Problem to solve: The expected output is the full data, repeated exactly, without pictures.

Data provided:
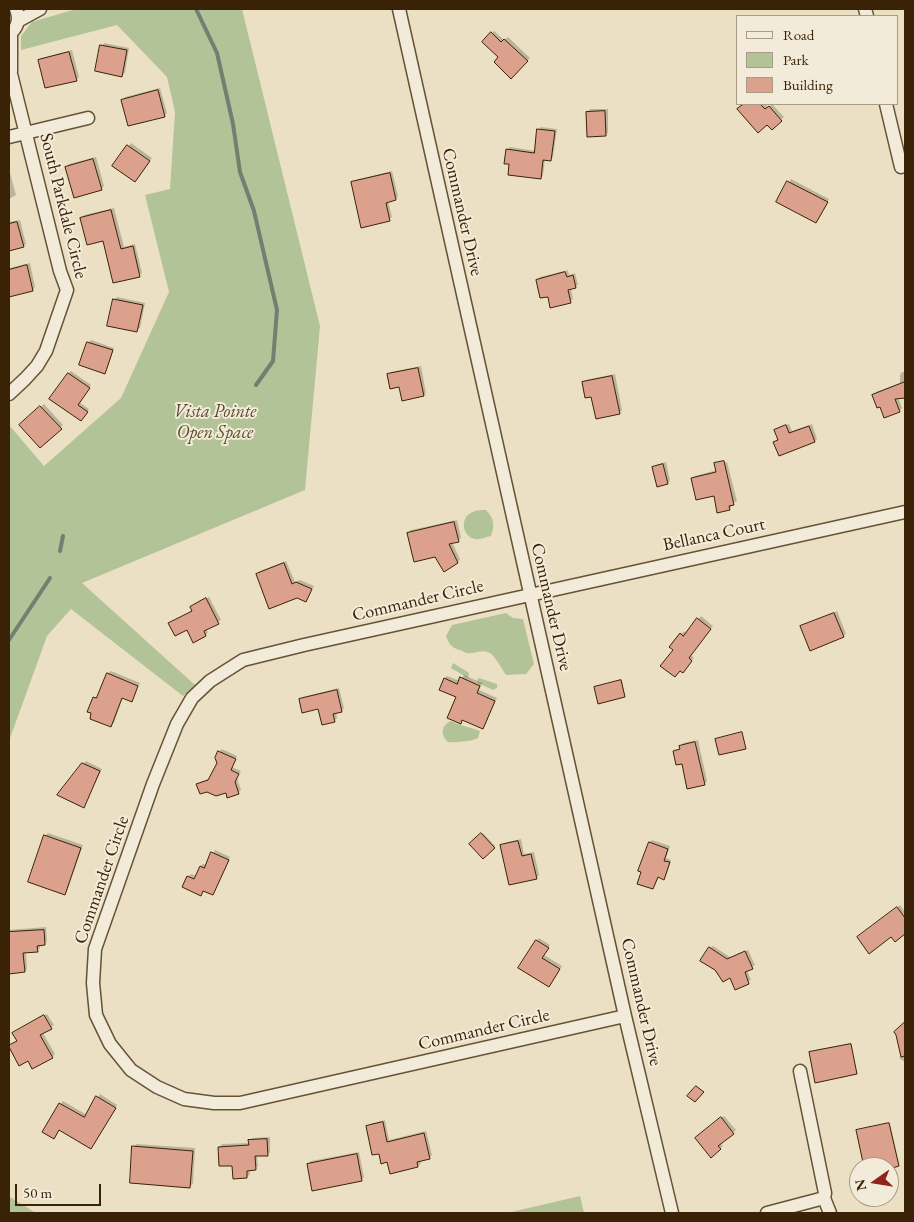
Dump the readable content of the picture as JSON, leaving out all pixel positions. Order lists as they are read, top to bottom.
{
  "streets": {
    "street": [
      "South Parkdale Circle",
      "Commander Drive",
      "Bellanca Court",
      "Commander Circle"
    ]
  },
  "crossings": [
    ["Commander Drive", "Bellanca Court"],
    ["Commander Drive", "Commander Circle"],
    ["Bellanca Court", "Commander Circle"]
  ],
  "parks": ["Vista Pointe Open Space"],
  "legend": ["Road", "Park", "Building"],
  "scale_bar": "50 m",
  "north": "left"
}
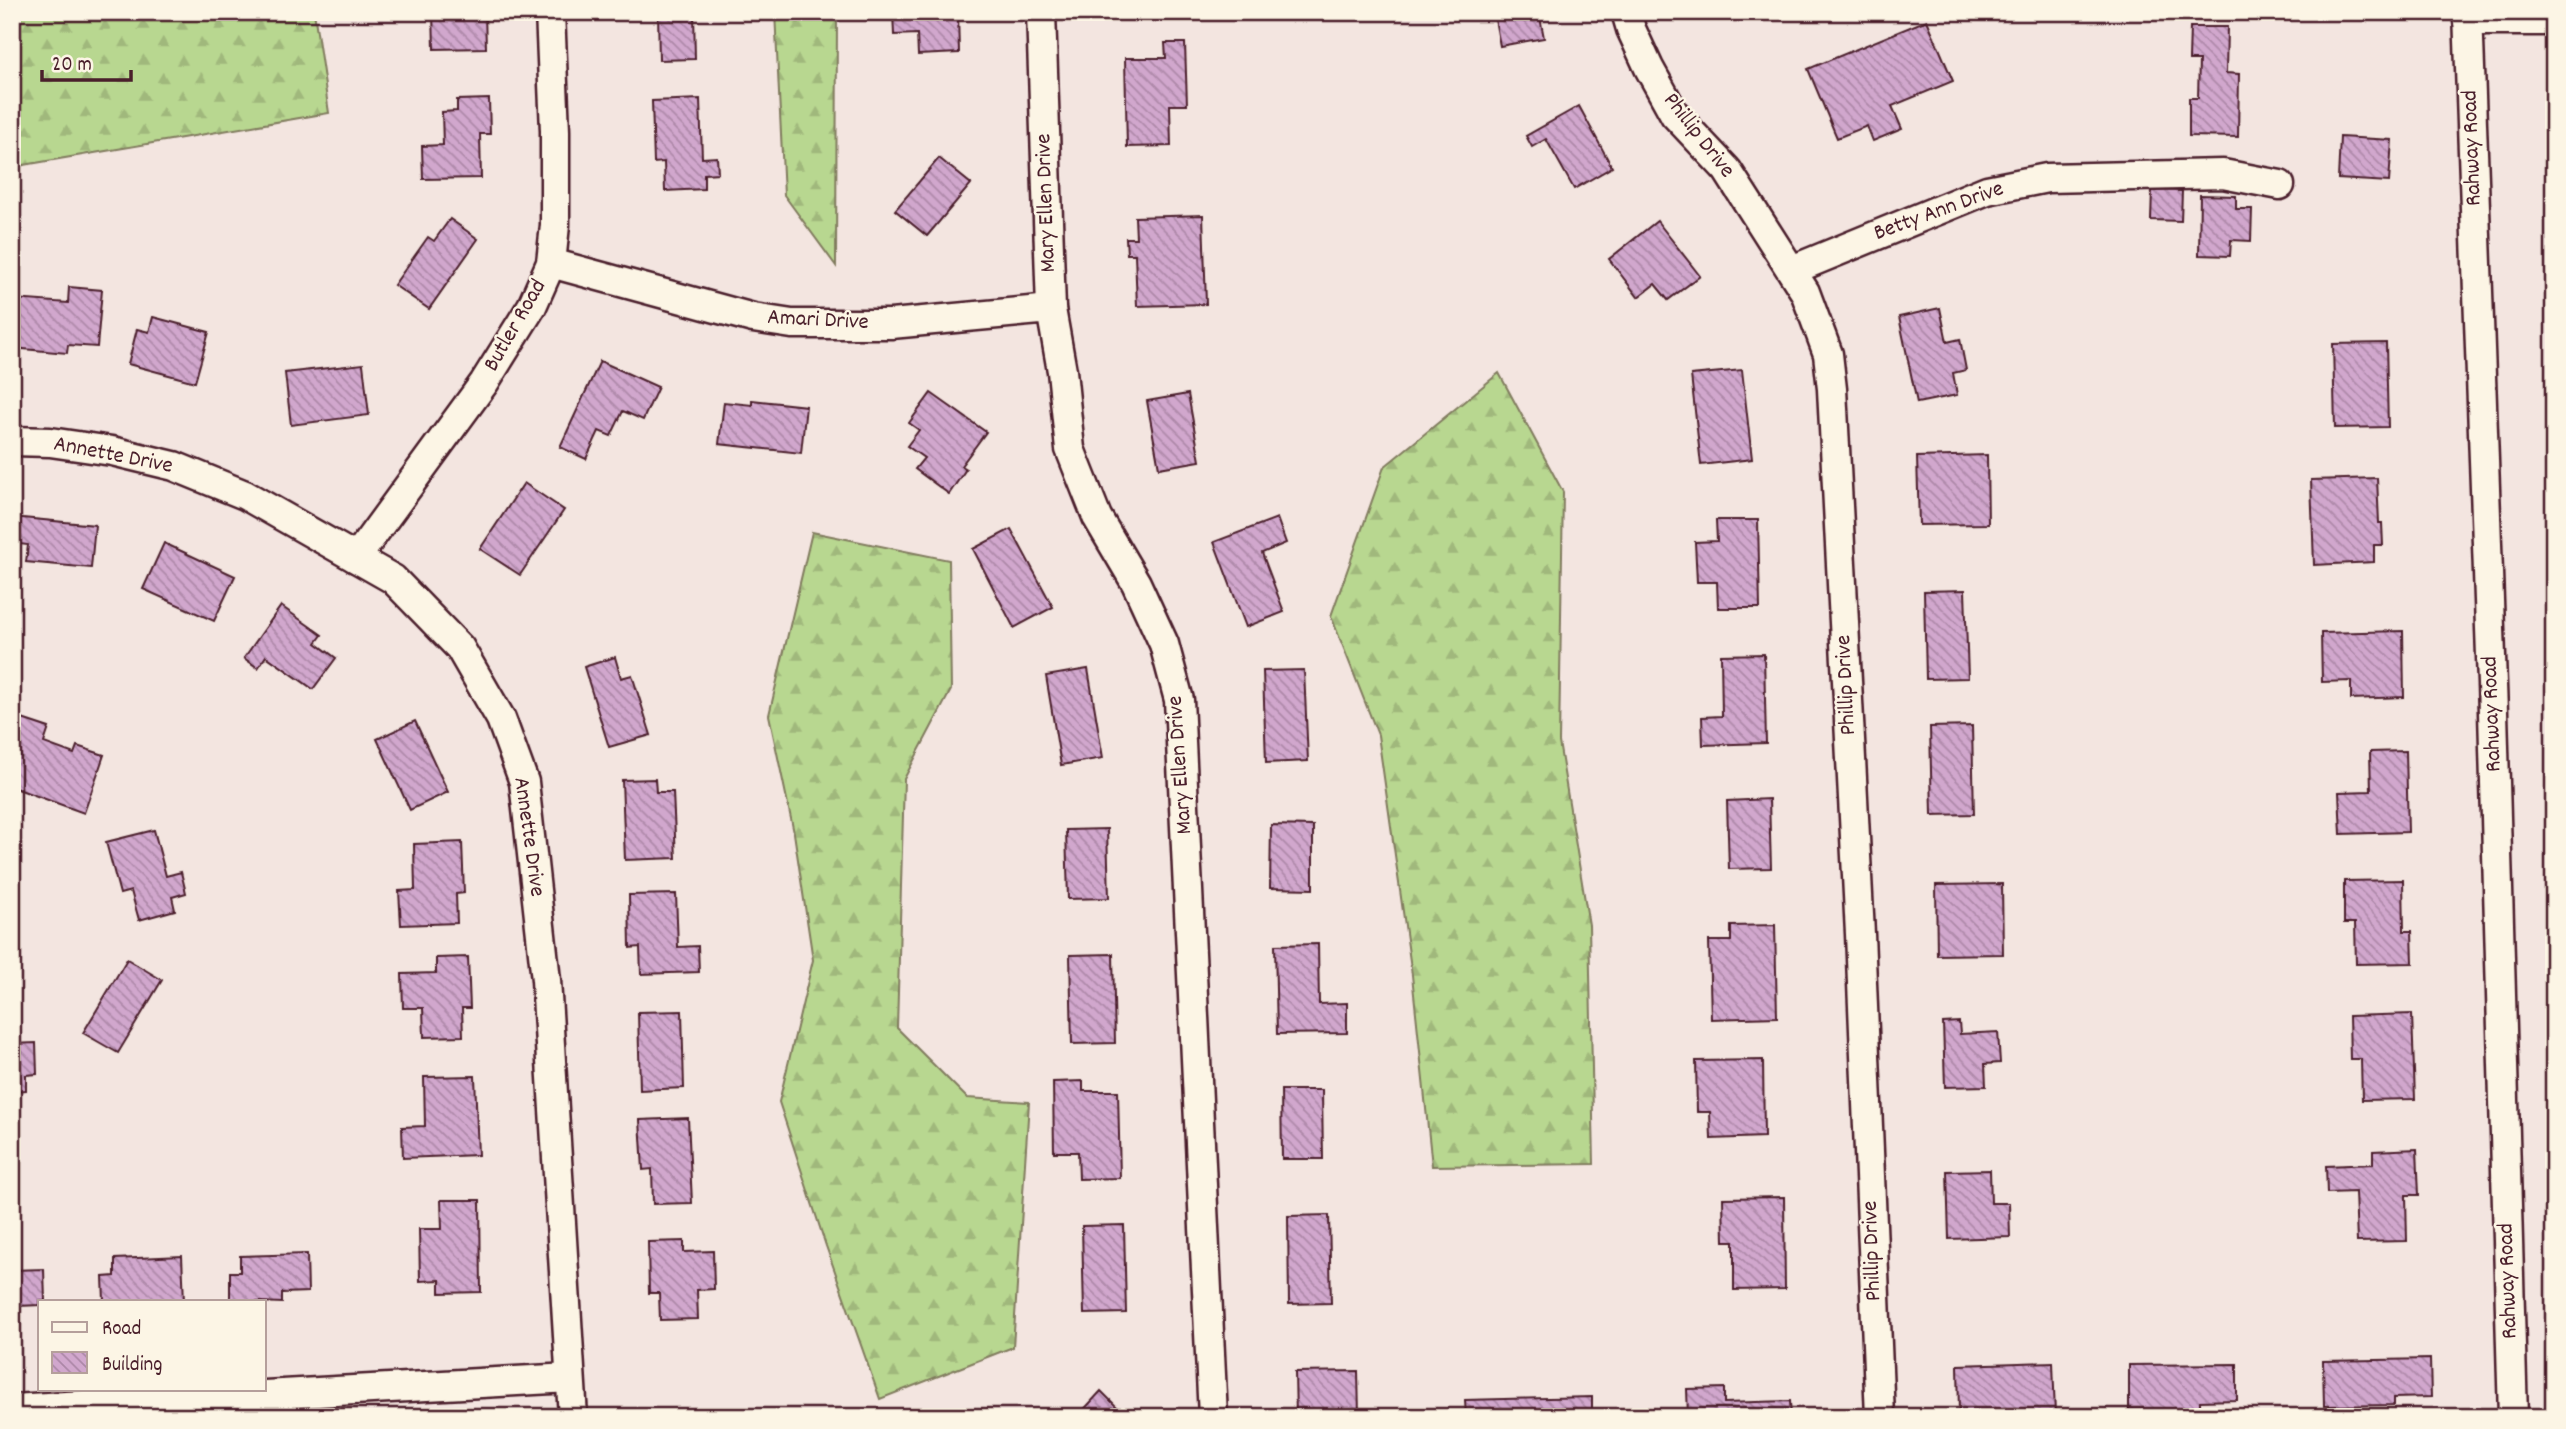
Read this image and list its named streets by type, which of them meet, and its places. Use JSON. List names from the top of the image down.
{
  "streets": {
    "street": [
      "Phillip Drive",
      "Rahway Road",
      "Mary Ellen Drive",
      "Betty Ann Drive",
      "Amari Drive",
      "Butler Road",
      "Annette Drive"
    ]
  },
  "crossings": [
    ["Phillip Drive", "Betty Ann Drive"],
    ["Mary Ellen Drive", "Amari Drive"],
    ["Amari Drive", "Butler Road"],
    ["Butler Road", "Annette Drive"]
  ],
  "legend": ["Road", "Building"],
  "scale_bar": "20 m"
}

Completed exercise:
Dump the readable content of the picture as JSON, leaving out all pixel positions. Order lists as they are read, top to bottom.
{
  "streets": {
    "street": [
      "South Parkdale Circle",
      "Commander Drive",
      "Bellanca Court",
      "Commander Circle"
    ]
  },
  "crossings": [
    ["Commander Drive", "Bellanca Court"],
    ["Commander Drive", "Commander Circle"],
    ["Bellanca Court", "Commander Circle"]
  ],
  "parks": ["Vista Pointe Open Space"],
  "legend": ["Road", "Park", "Building"],
  "scale_bar": "50 m",
  "north": "left"
}
Read this image and list its named streets by type, which of them meet, and its places. Use JSON. List names from the top of the image down.
{
  "streets": {
    "street": [
      "Phillip Drive",
      "Rahway Road",
      "Mary Ellen Drive",
      "Betty Ann Drive",
      "Amari Drive",
      "Butler Road",
      "Annette Drive"
    ]
  },
  "crossings": [
    ["Phillip Drive", "Betty Ann Drive"],
    ["Mary Ellen Drive", "Amari Drive"],
    ["Amari Drive", "Butler Road"],
    ["Butler Road", "Annette Drive"]
  ],
  "legend": ["Road", "Building"],
  "scale_bar": "20 m"
}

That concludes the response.